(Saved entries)
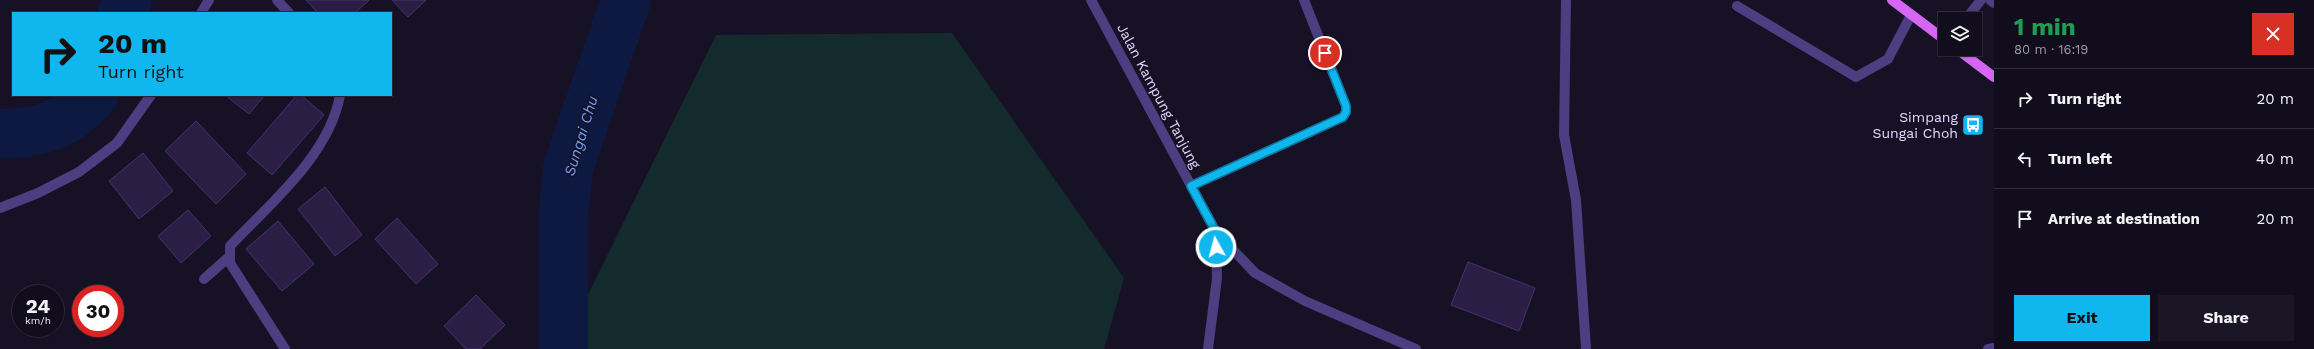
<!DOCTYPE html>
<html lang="en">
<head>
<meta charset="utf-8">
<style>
	body { margin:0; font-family:"Work Sans",sans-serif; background:#1a1625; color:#f1f3f6; height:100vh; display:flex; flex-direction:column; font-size:15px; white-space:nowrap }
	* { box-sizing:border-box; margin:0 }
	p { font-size:13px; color:#9c9ca3 }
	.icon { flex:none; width:22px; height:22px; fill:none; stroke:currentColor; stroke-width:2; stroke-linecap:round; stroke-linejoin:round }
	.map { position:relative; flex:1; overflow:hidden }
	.side { display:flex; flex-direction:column; background:#110d1c; width:320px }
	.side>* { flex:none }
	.guide { position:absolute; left:12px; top:12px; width:380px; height:84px; border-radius:0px; box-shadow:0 1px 3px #0004,0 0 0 1px #302d3b; background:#10b7ef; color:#111; overflow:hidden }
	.buttons { position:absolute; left:1938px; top:12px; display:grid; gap:8px }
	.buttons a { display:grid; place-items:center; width:44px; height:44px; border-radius:0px; background:#110d1c; box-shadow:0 1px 3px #0004,0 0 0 1px #302d3b; font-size:20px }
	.speed { position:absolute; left:12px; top:285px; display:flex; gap:8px; font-size:20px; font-weight:700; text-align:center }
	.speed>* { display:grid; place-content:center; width:52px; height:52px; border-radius:50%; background:#110d1c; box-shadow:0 1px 3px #0004,0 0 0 1px #302d3b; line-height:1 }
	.speed small { font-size:10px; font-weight:400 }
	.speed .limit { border:6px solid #d22; background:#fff; color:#111 }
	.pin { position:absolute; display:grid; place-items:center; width:34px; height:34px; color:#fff; margin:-17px; border:2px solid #fff; border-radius:50%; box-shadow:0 1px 4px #0007 }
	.me { position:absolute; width:44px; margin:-22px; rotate:353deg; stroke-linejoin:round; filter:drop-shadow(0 0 3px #0008) }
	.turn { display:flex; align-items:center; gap:14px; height:84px; padding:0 20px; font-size:18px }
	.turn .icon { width:52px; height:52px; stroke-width:2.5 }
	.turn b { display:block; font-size:28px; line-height:34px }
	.round { display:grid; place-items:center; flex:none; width:42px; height:42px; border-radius:0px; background:#1a1625 }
	.overview { display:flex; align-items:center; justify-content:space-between; height:68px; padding:0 20px }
	h1 { font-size:24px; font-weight:700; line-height:30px; color:#1e9e55 }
	.cta { display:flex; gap:8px; margin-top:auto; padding:8px 20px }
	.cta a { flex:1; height:46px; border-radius:0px; background:#10b7ef; color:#111; font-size:16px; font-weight:700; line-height:46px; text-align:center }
	.cta a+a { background:#1a1625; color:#f1f3f6 }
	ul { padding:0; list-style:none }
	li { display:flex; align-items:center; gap:12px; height:60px; padding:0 20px; border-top:1px solid #302d3b }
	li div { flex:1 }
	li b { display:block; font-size:15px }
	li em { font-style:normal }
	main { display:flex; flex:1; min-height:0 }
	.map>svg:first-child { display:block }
</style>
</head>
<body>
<main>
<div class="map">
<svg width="1994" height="349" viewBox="0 0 1994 349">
	<rect width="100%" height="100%" fill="#171125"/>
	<path fill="#142b2e" d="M 952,33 L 1124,278 L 1104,349 L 561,349 L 716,35 Z"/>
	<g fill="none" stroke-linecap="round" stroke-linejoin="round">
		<g stroke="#0e1941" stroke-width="50">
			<path d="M 122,13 L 127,0"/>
			<path d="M 0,134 C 40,133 66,126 93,95"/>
			<path d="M 563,349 L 563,219 L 568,168 L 626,0"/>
		</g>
	</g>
	<g fill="#2b1e45" stroke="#47316f">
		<path d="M 306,0 L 369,0 L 355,13 L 318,13 Z"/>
		<path d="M 392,0 L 426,0 L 408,17 Z"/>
		<path d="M 225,95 L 265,95 L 249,114 Z"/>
		<path d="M 297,95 L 301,95 L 324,115 L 272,175 L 247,153 Z"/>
		<path d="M 196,121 L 246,174 L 216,204 L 165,151 Z"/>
		<path d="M 143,153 L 173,191 L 139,219 L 109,181 Z"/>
		<path d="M 325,187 L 362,235 L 335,256 L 298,209 Z"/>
		<path d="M 188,210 L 211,236 L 181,263 L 158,236 Z"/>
		<path d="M 397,218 L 438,264 L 416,284 L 375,239 Z"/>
		<path d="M 278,221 L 314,264 L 282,291 L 246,249 Z"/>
		<path d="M 1468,262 L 1535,288 L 1519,331 L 1451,305 Z"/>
		<path d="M 476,295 L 505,325 L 480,349 L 466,349 L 444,326 Z"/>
	</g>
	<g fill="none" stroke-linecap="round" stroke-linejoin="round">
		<g stroke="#4b3f81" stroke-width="10">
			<path d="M 1191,186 L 1343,117 L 1346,112 L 1346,106 L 1304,0"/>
			<path d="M 204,279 L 230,256"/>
		</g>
		<g stroke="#4b3f81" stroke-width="10">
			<path d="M 277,0 L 289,13"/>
			<path d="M 1091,0 L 1216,232 L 1255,273 L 1305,301 L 1416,349"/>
			<path d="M 1566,0 L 1564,135 L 1576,200 L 1586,349"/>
			<path d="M 1990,0 L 1994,3"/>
			<path d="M 1737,6 L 1856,77 L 1888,59 L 1911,15"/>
			<path d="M 201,13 L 209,0"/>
			<path d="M 1966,19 L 1981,0"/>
			<path d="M 0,208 L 38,193 L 79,172 L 117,143 L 151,95"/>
			<path d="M 285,349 L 230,263 L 230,246 C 270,204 330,154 340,95"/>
			<path d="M 1208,349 L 1217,278 L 1216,232"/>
			<path d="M 1988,349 L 1994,348"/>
		</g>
		<g stroke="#d566f5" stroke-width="10">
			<path d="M 1892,0 L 1945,40"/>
			<path d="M 1957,49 L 1994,77"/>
		</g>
	</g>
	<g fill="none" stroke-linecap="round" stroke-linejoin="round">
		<g stroke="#0a779b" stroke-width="10">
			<path id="route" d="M 1216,247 L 1216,232 L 1191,186 L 1343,117 L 1346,112 L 1346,106 L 1325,53"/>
		</g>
		<use href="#route" stroke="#10b7ef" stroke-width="7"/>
	</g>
	<defs>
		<g id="bus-square" transform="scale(1.15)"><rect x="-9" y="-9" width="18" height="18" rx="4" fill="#10b7ef" stroke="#171125"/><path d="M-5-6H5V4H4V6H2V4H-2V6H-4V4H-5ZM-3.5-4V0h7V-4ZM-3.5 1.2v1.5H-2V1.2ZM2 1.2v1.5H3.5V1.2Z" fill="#fff"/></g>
	</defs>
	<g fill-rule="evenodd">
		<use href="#bus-square" x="1973" y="125"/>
	</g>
	<g text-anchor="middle" stroke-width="3" stroke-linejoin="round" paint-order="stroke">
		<g font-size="14" fill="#e1d7fc" stroke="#171125">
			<text transform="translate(1159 96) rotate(62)" y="5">Jalan Kampung Tanjung</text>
		</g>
		<g font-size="14" fill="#e1d7fc" stroke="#171125" text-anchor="end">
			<text x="1958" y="122">Simpang<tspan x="1958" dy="16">Sungai Choh</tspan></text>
		</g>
		<g font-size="15" font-style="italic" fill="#6ca1f5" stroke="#171125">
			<text transform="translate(581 136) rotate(-73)" y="5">Sungai Chu</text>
		</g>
	</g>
</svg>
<div class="buttons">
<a><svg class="icon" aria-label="layers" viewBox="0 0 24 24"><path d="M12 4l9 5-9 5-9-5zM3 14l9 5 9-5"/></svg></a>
</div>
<div class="speed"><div>24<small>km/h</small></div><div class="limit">30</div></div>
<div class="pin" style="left:1325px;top:53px;background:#d93025"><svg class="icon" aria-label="arrive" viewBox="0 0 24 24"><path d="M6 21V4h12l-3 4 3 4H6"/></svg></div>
<svg class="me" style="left:1216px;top:247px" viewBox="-20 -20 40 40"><circle r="17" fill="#10b7ef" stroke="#fff" stroke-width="3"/><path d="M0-11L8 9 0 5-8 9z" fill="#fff"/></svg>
<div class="guide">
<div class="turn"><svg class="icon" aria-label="right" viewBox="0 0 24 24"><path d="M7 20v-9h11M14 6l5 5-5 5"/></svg><div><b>20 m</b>Turn right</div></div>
</div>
</div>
<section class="side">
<div class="overview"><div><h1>1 min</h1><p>80 m · 16:19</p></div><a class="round" style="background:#d93025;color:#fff"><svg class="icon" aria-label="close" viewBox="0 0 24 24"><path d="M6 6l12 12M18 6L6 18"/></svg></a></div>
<ul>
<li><svg class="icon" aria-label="right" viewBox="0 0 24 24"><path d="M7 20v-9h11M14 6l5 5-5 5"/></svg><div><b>Turn right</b></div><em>20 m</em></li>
<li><svg class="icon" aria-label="left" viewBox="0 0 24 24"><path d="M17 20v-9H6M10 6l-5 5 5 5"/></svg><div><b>Turn left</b></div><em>40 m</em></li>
<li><svg class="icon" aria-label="arrive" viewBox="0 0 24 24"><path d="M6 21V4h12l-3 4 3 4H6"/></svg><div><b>Arrive at destination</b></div><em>20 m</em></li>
</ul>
<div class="cta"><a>Exit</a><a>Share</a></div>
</section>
</main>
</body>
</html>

TO DO: Filter the records above down to the lines that hold the string "hidden".

RESULT:
	.map { position:relative; flex:1; overflow:hidden }
	.guide { position:absolute; left:12px; top:12px; width:380px; height:84px; border-radius:0px; box-shadow:0 1px 3px #0004,0 0 0 1px #302d3b; background:#10b7ef; color:#111; overflow:hidden }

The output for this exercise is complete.